Graftech (EAF) - Time To Move On
For those that follow me on Twitter(X), you’ll know Graftech(EAF) has been a portfolio position for ~3 years and has struggled almost the entire time.
Q2 results (7/26/2024) had basement-level expectations. The results had some puts and takes, but overall, they were better than I expected. However, the conference call was not good, specifically management commentary and tone surrounding 2H 24 into 2025.
Sales of $137.3m (-26% y/y, +0.5% q/q) stemmed from 25.5k tons sold. Mix: Spot - 22.7k (+13.5% q/q) at $4,300/ton (-2.3% q/q), LTA 2.8k (-31% q/q) at $8,300/ton. Costs/Ton of $5,2000 declined 16.2% y/y and 6.8% q/q. This needs to continue to trend downward, as current spot prices of $4,300 would result in negative gross margins excluding LTAs. SG&A came in at $5.1m (-72.5% y/y, -66.6% q/q) due to a one-time lawsuit settlement.
FCF of -$44 was the main negative stemming from cash used in working capital. Q/Q rate of change spot pricing improved – from -11.1% in Q4 23 to -8.3% in Q1 to -2.3% in Q2. This suggests we are nearing a bottom in spot pricing; however, on the call, management said pricing remains soft. Exports from India/China to the Middle East continue to pressure pricing. On top of this, cash costs are expected to increase due to plant shutdown time and higher energy prices, which likely means break-even gross profit in Q3 (at best).
Building up pin inventory – signals they are probably going to idle capacity somewhere, might be Mexico. NA steel production -5% y/y. EU Steel output +3%.
By the end of the decade, 170m of new EAF capacity could bring 200k tons of incremental GE demand. What does Graftech look like by the time this occurs…?
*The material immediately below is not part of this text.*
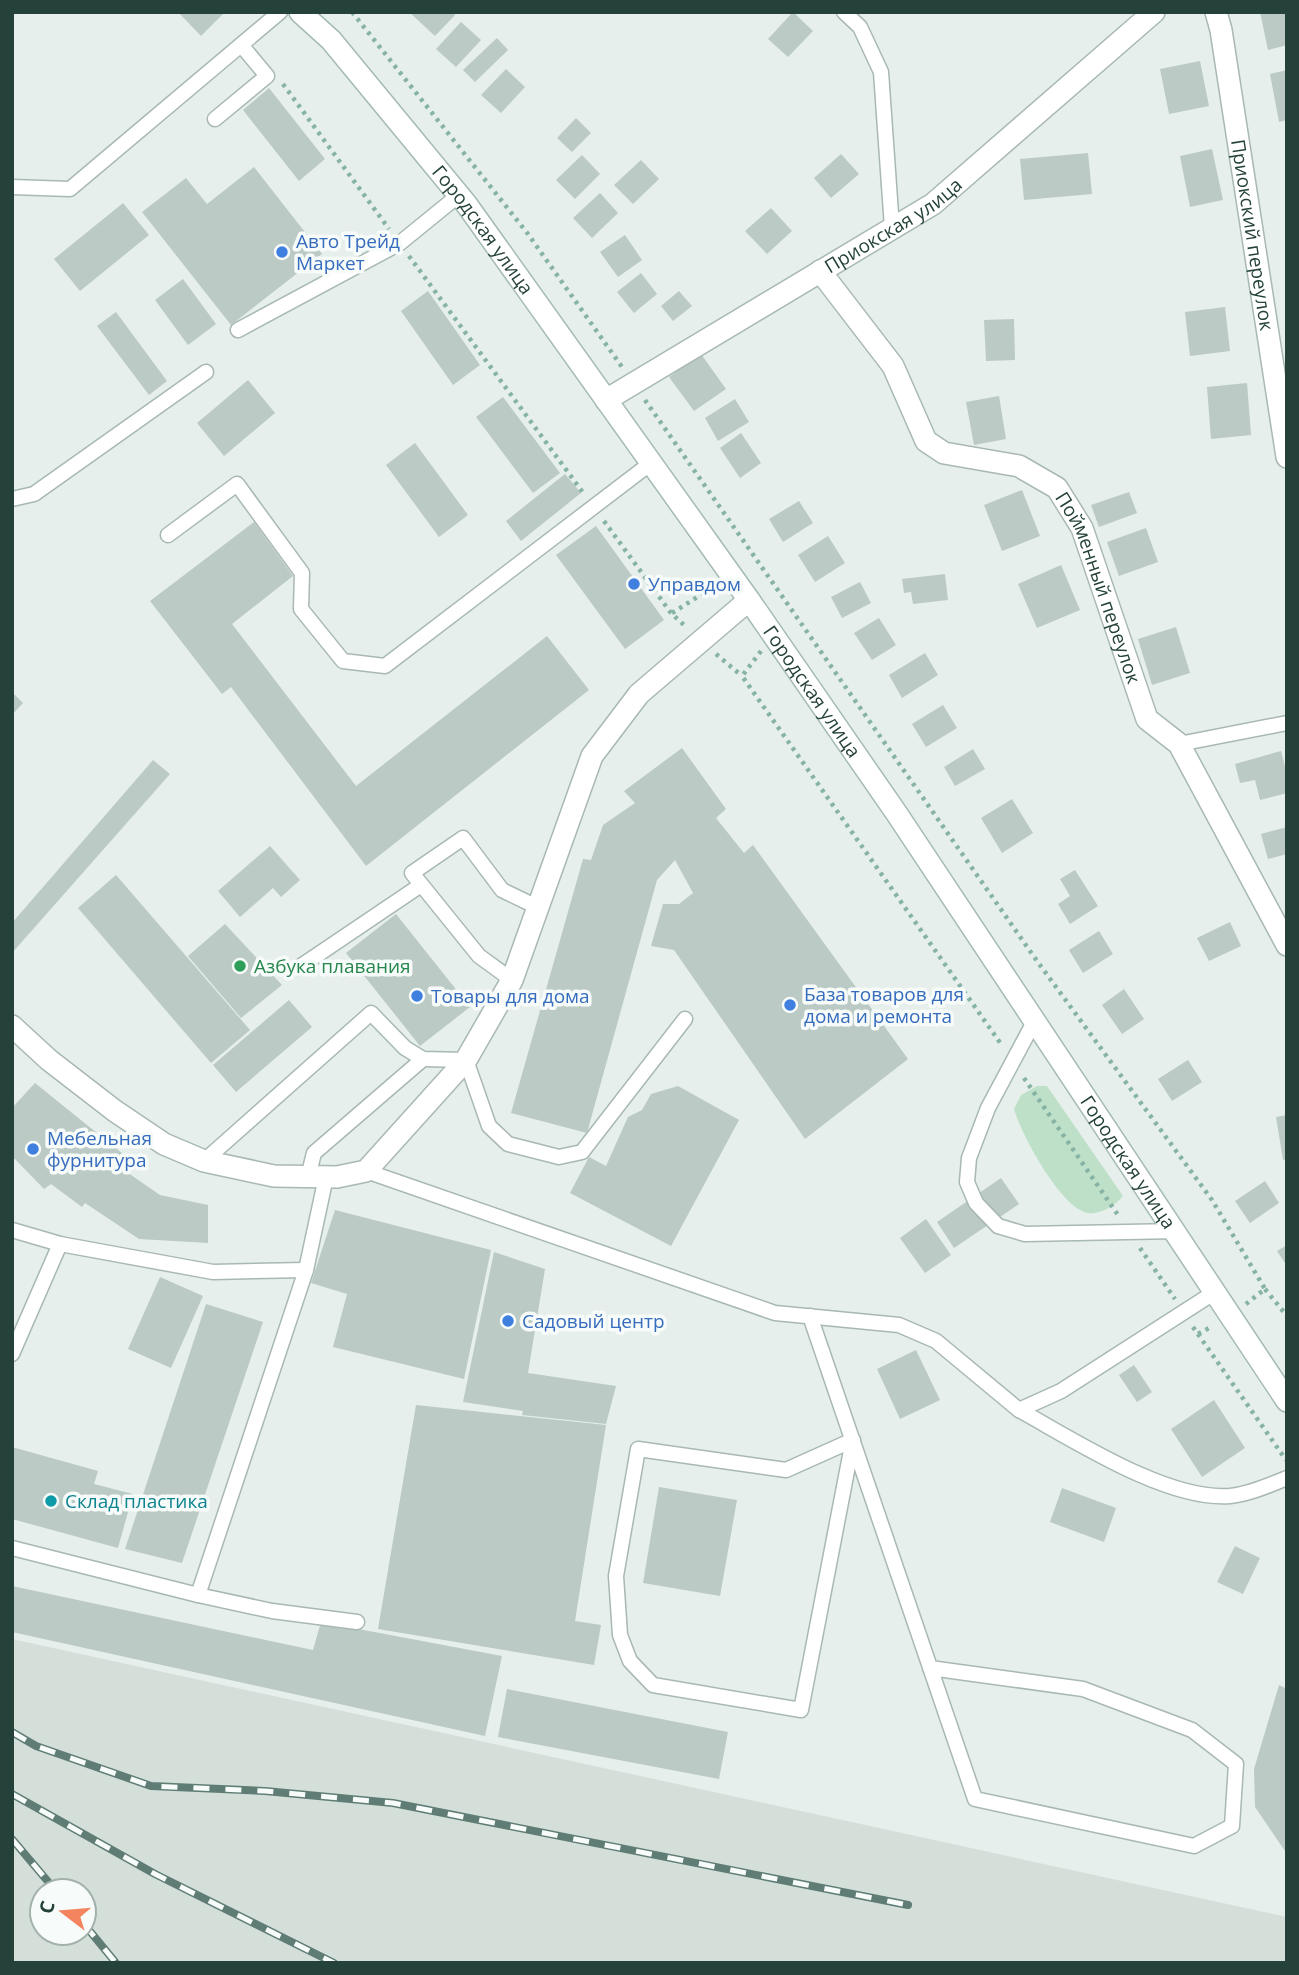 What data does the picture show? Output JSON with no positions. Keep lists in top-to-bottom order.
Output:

KEY POINT – Volume negotiations for 2025 will begin at the end of Q3 and the beginning of Q4. Given current pricing trends, based on management commentary, pricing for 2025 electrodes, which they will lock in around 50% of volumes, is going to come in around $4,300-$4,700/mt. Even after the cost reduction programs, their manufacturing costs (including depreciation) are higher than this, in the high $ 4,000/mt ($4,900 or so) at current utilization rates. Layer in $60m of SG&A and $60m of interest expense, and they are quickly out of money, barring a rebound in pricing. They will burn in the neighborhood of $50m in 2H 24, putting YE cash around $70m. Steel production utilizing BoF is cheaper. With steel prices down 21% in the year, steel producers will run their cheapest option, Blast Oxygen Furnaces (one reason why met coal has held up well). While management does not believe they will need access to capital in 2024, I think they will in 2025.
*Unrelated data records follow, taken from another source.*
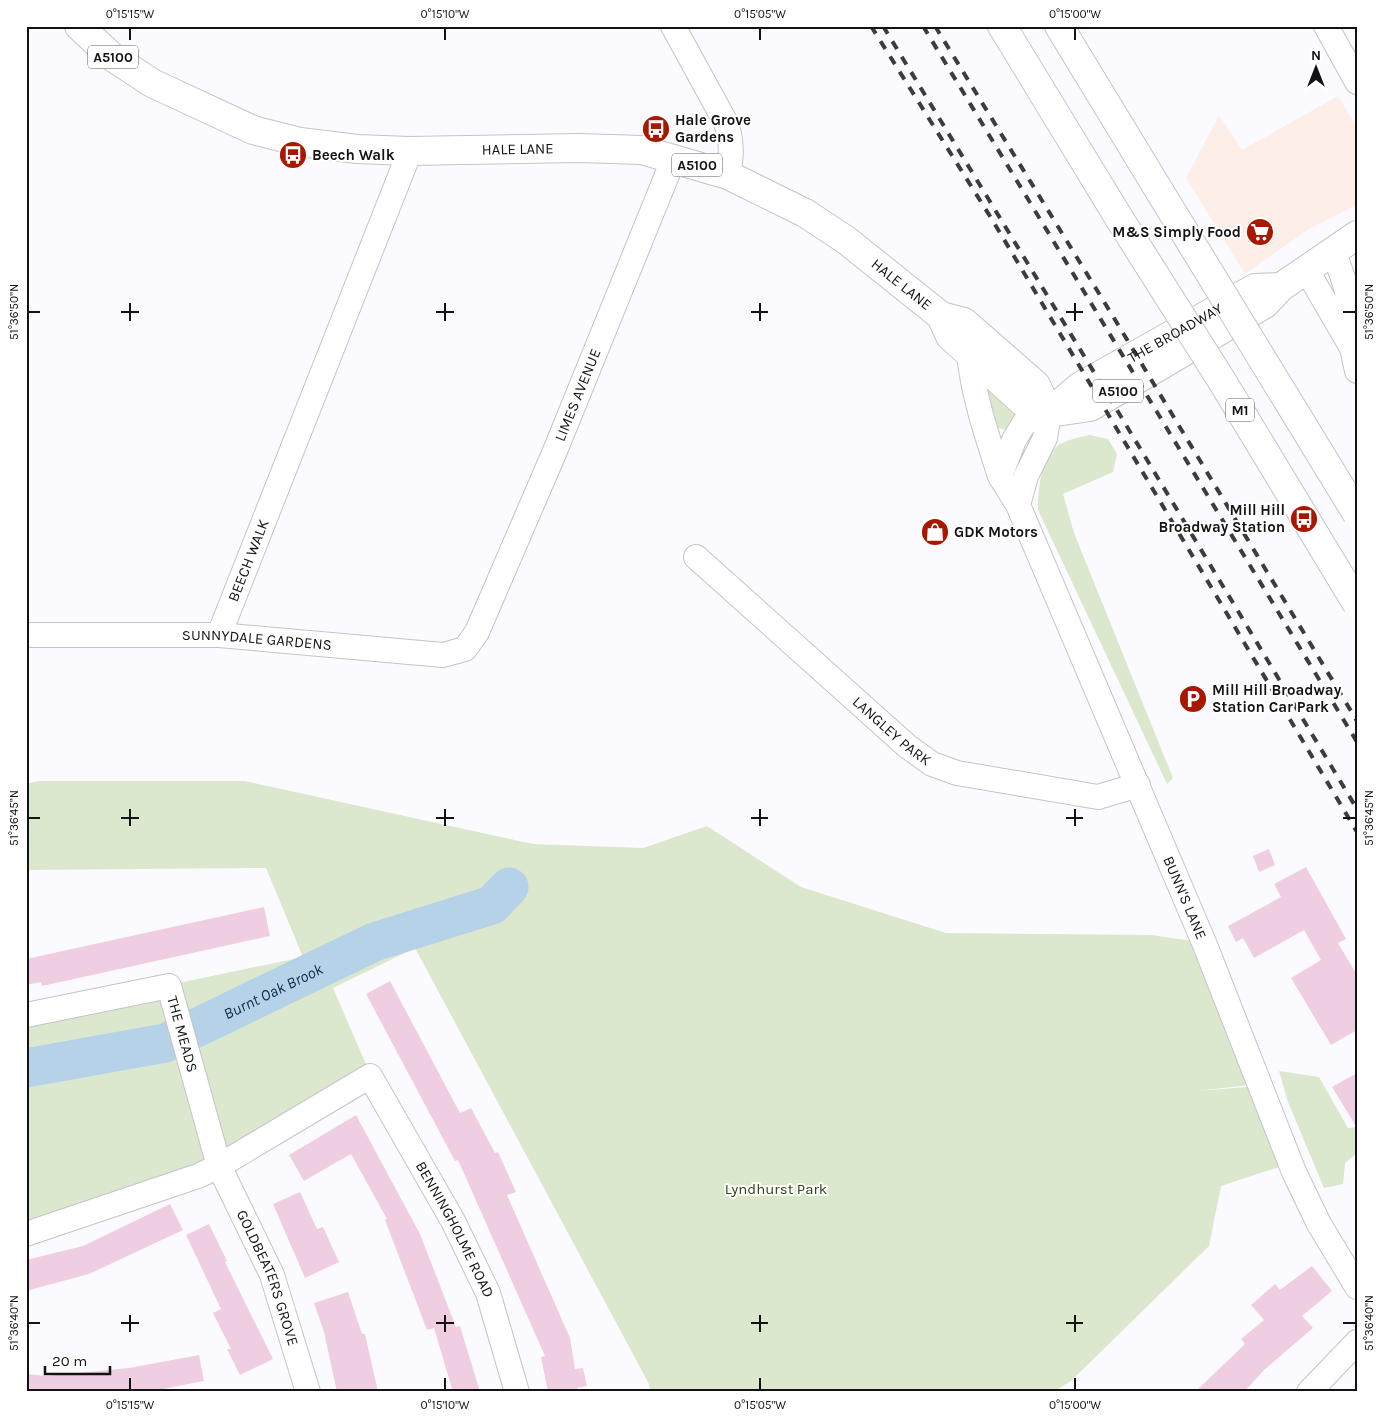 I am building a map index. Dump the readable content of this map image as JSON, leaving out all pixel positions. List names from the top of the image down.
{
  "streets": {
    "main road": [
      "A5100",
      "HALE LANE",
      "THE BROADWAY",
      "M1"
    ],
    "street": [
      "LIMES AVENUE",
      "BEECH WALK",
      "SUNNYDALE GARDENS",
      "LANGLEY PARK",
      "BUNN'S LANE",
      "THE MEADS",
      "BENNINGHOLME ROAD",
      "GOLDBEATERS GROVE"
    ]
  },
  "crossings": [
    ["HALE LANE", "THE BROADWAY"],
    ["HALE LANE", "LIMES AVENUE"],
    ["HALE LANE", "BEECH WALK"],
    ["HALE LANE", "BUNN'S LANE"],
    ["LIMES AVENUE", "SUNNYDALE GARDENS"],
    ["BEECH WALK", "SUNNYDALE GARDENS"],
    ["LANGLEY PARK", "BUNN'S LANE"],
    ["THE MEADS", "BENNINGHOLME ROAD"],
    ["THE MEADS", "GOLDBEATERS GROVE"],
    ["BENNINGHOLME ROAD", "GOLDBEATERS GROVE"]
  ],
  "water": ["Burnt Oak Brook"],
  "parks": ["Lyndhurst Park"],
  "places": {
    "bus stop": ["Hale Grove Gardens", "Beech Walk", "Mill Hill Broadway Station"],
    "supermarket": ["M&S Simply Food"],
    "shop": ["GDK Motors"],
    "parking": ["Mill Hill Broadway Station Car Park"]
  },
  "scale_bar": "20 m",
  "north": "top",
  "coordinates": [
    "0°15'15\"W",
    "0°15'10\"W",
    "0°15'05\"W",
    "0°15'00\"W",
    "51°36'50\"N",
    "51°36'45\"N",
    "51°36'40\"N"
  ]
}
Closing Thoughts—Seadrift, thought to be a key competitive advantage, is a drag due to excess costs. Electric Vehicle sales have fallen off a cliff, lowering the demand for Needle Coke. China’s property slowdown is creating excess GE supply, which is being exported to other countries. The buybacks and BAM bonus paid not so long ago are something they certainly would like back.
We decided to exit our position in Graftech. I don’t see a probable path for Graftech to get through the down cycle without raising capital. A key tenant of the thesis centered around low-cost production due to the vertical integration with Seadrift. While this thesis may hold up when demand for EVs and, therefore, the need for Coke recovers, during this market downturn, where seemingly everything negative is occurring all at once, it is disproven.